Looking at the data, count the lines where the word "label" occurs and answer with only the number.

▸ GIVEN DATA:
+ + +

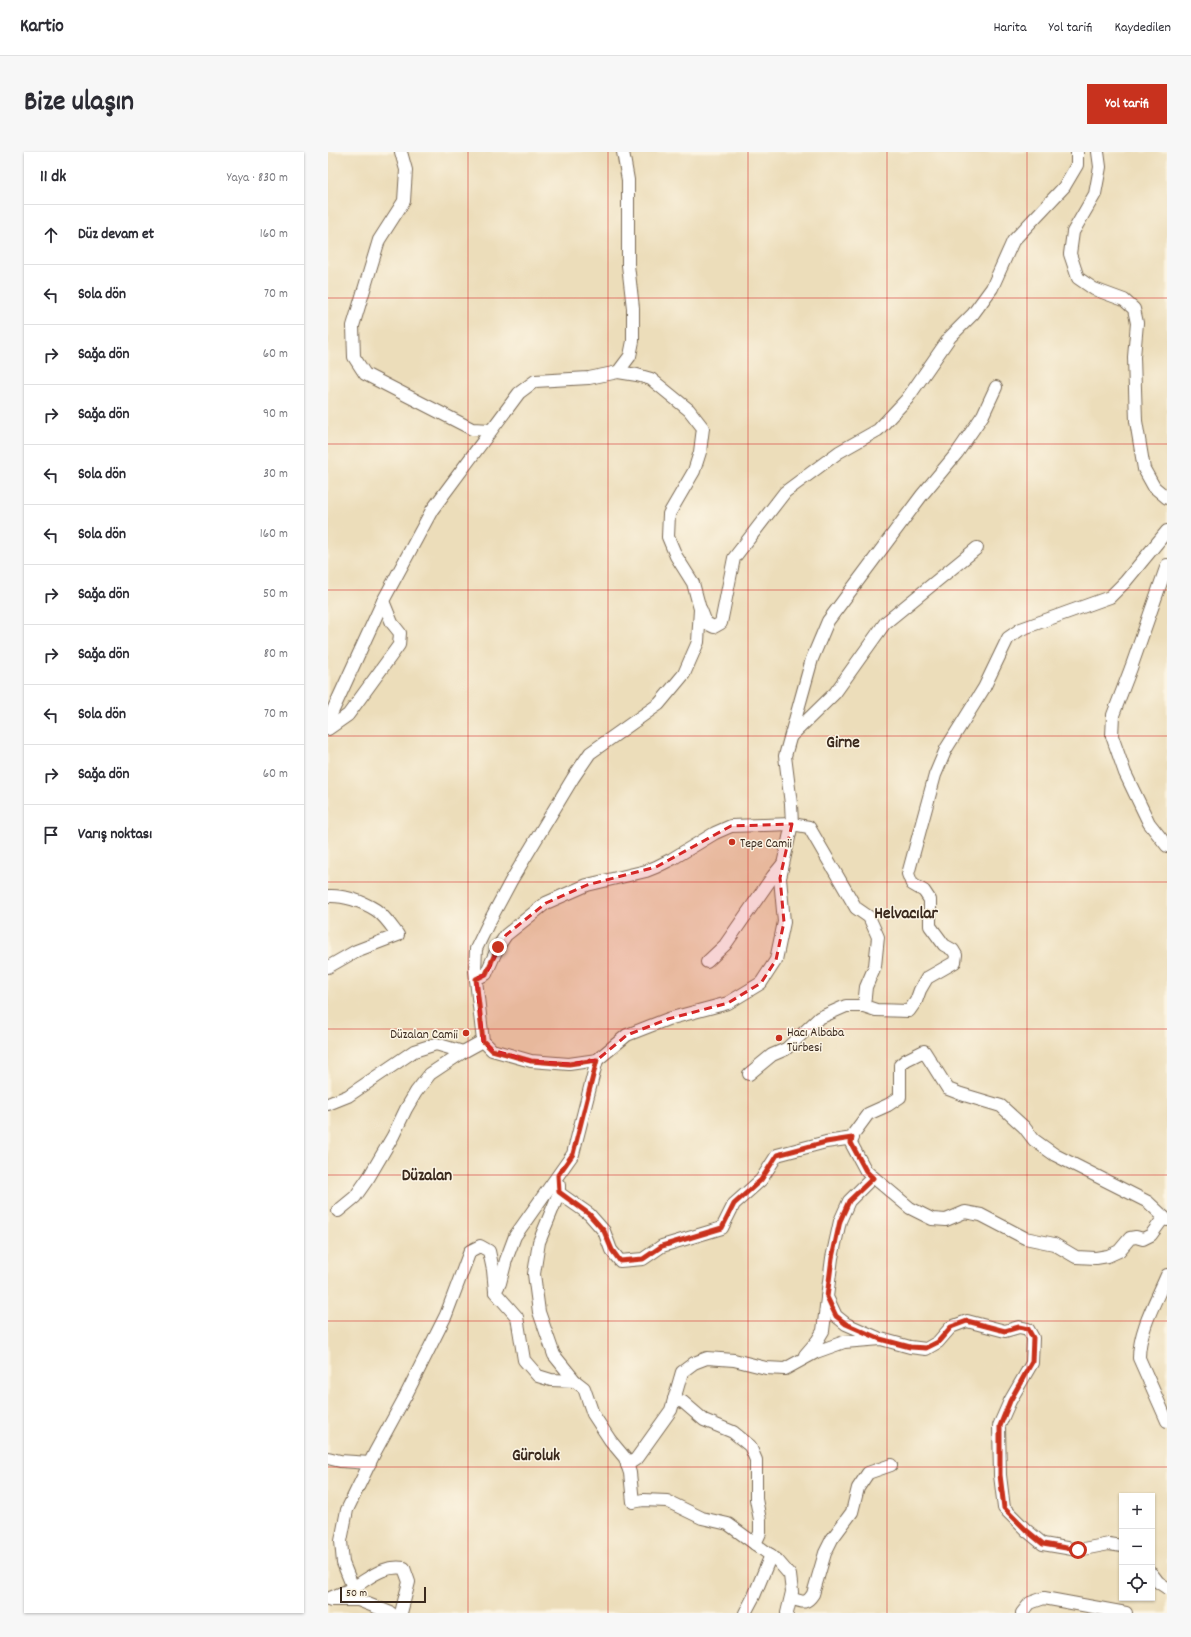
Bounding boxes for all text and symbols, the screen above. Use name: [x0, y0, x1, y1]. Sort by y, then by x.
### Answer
text: Kartio: [20, 14, 64, 41]
text: Harita: [993, 18, 1027, 38]
text: Yol tarifi: [1049, 18, 1092, 38]
text: Kaydedilen: [1114, 18, 1171, 38]
text: Bize ulaşın: [24, 84, 134, 124]
button: Yol tarifi: [1087, 84, 1167, 124]
text: 11 dk: [40, 166, 66, 190]
text: Yaya · 830 m: [227, 169, 288, 188]
icon: ahead: [40, 224, 62, 246]
text: Düz devam et: [78, 224, 154, 246]
text: 160 m: [260, 225, 288, 244]
icon: left: [40, 284, 62, 306]
text: Sola dön: [78, 284, 126, 306]
text: 70 m: [264, 285, 288, 304]
icon: right: [40, 344, 62, 366]
text: Sağa dön: [78, 344, 129, 366]
text: 60 m: [263, 345, 288, 364]
icon: right: [40, 404, 62, 426]
text: Sağa dön: [78, 404, 129, 426]
text: 90 m: [263, 405, 288, 424]
icon: left: [40, 464, 62, 486]
text: Sola dön: [78, 464, 126, 486]
text: 30 m: [263, 465, 288, 484]
icon: left: [40, 524, 62, 546]
text: Sola dön: [78, 524, 126, 546]
text: 160 m: [260, 525, 288, 544]
icon: right: [40, 584, 62, 606]
text: Sağa dön: [78, 584, 129, 606]
text: 50 m: [263, 585, 288, 604]
icon: right: [40, 644, 62, 666]
text: Sağa dön: [78, 644, 129, 666]
text: 80 m: [264, 645, 288, 664]
icon: left: [40, 704, 62, 726]
text: Sola dön: [78, 704, 126, 726]
text: 70 m: [264, 705, 288, 724]
district label: Girne: [826, 732, 860, 756]
icon: right: [40, 764, 62, 786]
text: Sağa dön: [78, 764, 129, 786]
text: 60 m: [263, 765, 288, 784]
icon: arrive: [40, 824, 62, 846]
text: Varış noktası: [78, 824, 152, 846]
place label: Tepe Camii: [740, 835, 792, 854]
marker: Tepe Camii: [727, 837, 737, 847]
district label: Helvacılar: [874, 903, 938, 927]
route end: [489, 938, 507, 956]
place label: Hacı Albaba Türbesi: [787, 1024, 845, 1058]
place label: Düzalan Camii: [390, 1026, 459, 1045]
marker: Düzalan Camii: [461, 1028, 471, 1038]
marker: Hacı Albaba Türbesi: [774, 1033, 784, 1043]
district label: Düzalan: [402, 1165, 452, 1189]
district label: Güroluk: [512, 1445, 560, 1469]
map controls: [1119, 1493, 1155, 1601]
button: +: [1119, 1493, 1155, 1529]
button: −: [1119, 1529, 1155, 1565]
route start: [1069, 1541, 1087, 1559]
button: locate: [1119, 1565, 1155, 1601]
scale bar: [340, 1585, 426, 1604]
text: 50 m: [346, 1586, 367, 1602]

+ + +

▸ REPLY:
7